::: Records for this exercise :::

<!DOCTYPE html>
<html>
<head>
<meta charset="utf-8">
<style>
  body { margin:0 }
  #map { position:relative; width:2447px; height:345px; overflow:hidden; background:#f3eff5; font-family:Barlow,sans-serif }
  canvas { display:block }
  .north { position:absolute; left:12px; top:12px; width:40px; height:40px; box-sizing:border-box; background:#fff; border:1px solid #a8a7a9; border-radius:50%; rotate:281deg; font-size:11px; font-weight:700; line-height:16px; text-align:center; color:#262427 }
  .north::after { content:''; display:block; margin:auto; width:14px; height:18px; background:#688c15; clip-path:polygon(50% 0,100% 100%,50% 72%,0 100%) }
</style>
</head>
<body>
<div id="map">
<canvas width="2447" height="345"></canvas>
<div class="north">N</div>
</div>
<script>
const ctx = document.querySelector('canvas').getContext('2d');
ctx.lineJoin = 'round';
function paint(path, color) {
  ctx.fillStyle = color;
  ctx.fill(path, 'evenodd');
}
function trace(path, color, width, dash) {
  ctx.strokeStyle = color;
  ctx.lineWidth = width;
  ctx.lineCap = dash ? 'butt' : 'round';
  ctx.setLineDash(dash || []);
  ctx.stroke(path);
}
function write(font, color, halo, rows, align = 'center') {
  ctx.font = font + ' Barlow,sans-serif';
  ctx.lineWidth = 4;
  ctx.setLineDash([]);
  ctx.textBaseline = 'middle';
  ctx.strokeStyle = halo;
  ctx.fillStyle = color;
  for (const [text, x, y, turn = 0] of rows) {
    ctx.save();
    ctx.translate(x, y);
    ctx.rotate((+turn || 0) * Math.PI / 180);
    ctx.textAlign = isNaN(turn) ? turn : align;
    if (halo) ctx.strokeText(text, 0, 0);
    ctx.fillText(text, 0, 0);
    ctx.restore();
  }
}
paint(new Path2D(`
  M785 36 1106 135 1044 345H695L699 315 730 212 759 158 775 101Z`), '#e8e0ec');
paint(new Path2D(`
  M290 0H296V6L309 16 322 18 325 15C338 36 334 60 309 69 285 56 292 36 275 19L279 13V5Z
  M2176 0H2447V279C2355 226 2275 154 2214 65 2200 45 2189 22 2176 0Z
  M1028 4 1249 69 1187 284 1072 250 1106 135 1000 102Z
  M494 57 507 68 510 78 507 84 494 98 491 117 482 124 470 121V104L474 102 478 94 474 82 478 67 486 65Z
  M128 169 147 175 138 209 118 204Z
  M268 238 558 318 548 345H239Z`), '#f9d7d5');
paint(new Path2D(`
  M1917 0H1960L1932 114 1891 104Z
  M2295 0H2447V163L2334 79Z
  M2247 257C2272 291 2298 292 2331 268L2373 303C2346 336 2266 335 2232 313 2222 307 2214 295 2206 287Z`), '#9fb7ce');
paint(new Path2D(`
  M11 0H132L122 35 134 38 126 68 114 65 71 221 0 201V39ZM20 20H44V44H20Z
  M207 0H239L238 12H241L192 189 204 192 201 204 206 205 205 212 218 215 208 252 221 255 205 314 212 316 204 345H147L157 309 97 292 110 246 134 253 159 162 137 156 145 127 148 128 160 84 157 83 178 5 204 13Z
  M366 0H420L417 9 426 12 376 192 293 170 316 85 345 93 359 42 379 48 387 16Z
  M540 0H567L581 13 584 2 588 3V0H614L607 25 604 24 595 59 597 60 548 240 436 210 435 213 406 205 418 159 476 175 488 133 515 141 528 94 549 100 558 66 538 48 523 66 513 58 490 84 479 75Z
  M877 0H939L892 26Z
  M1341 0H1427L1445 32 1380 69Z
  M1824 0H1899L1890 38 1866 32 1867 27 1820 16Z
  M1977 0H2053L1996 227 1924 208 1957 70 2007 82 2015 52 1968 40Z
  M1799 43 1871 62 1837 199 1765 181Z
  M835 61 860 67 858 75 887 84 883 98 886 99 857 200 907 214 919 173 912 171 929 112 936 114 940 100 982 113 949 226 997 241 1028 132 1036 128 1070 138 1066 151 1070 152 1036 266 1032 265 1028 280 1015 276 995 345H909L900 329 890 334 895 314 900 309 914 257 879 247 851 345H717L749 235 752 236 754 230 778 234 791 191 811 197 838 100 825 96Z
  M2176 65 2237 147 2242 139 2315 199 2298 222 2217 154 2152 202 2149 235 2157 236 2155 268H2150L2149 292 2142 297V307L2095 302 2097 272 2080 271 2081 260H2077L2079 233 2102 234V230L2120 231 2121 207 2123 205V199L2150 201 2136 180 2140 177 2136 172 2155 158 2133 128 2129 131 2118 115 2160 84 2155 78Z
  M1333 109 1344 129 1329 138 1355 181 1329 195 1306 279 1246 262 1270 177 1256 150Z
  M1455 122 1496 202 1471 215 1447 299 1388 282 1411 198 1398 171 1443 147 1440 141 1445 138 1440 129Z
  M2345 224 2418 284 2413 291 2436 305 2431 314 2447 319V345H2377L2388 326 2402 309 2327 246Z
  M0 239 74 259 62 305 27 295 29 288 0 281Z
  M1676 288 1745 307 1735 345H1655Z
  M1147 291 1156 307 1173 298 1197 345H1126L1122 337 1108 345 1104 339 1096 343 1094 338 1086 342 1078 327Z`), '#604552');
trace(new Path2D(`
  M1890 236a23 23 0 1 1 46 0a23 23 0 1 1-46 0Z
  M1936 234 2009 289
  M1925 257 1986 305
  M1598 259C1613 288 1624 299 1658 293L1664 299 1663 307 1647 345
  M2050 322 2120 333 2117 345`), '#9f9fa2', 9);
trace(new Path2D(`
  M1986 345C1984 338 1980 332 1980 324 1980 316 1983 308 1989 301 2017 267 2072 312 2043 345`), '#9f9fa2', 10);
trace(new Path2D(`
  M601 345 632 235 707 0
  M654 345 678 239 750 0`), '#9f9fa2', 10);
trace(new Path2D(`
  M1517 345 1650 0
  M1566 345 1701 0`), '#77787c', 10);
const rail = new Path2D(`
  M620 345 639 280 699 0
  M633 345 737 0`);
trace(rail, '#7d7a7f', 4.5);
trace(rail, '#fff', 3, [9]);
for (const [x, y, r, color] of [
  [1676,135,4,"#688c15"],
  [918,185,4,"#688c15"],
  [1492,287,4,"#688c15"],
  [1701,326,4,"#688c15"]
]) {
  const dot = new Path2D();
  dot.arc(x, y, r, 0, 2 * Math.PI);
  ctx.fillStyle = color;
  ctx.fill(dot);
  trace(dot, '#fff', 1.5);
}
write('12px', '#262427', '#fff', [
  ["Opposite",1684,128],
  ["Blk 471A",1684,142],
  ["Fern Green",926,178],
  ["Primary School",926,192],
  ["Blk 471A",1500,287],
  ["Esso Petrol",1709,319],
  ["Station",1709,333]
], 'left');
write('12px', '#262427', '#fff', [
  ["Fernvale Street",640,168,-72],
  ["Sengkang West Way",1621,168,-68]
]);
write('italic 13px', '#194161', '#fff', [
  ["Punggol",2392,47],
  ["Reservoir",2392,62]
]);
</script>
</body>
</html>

:::

## Directions for this task
Beginning at the line with "ctx.font = font + ' Barlow,sans-serif';" and ending at the line with "ctx.rotate((+turn || 0) * Math.PI / 180);", reproduce each line of the data above exactly, and add no other lines.

## Output for this exercise
  ctx.font = font + ' Barlow,sans-serif';
  ctx.lineWidth = 4;
  ctx.setLineDash([]);
  ctx.textBaseline = 'middle';
  ctx.strokeStyle = halo;
  ctx.fillStyle = color;
  for (const [text, x, y, turn = 0] of rows) {
    ctx.save();
    ctx.translate(x, y);
    ctx.rotate((+turn || 0) * Math.PI / 180);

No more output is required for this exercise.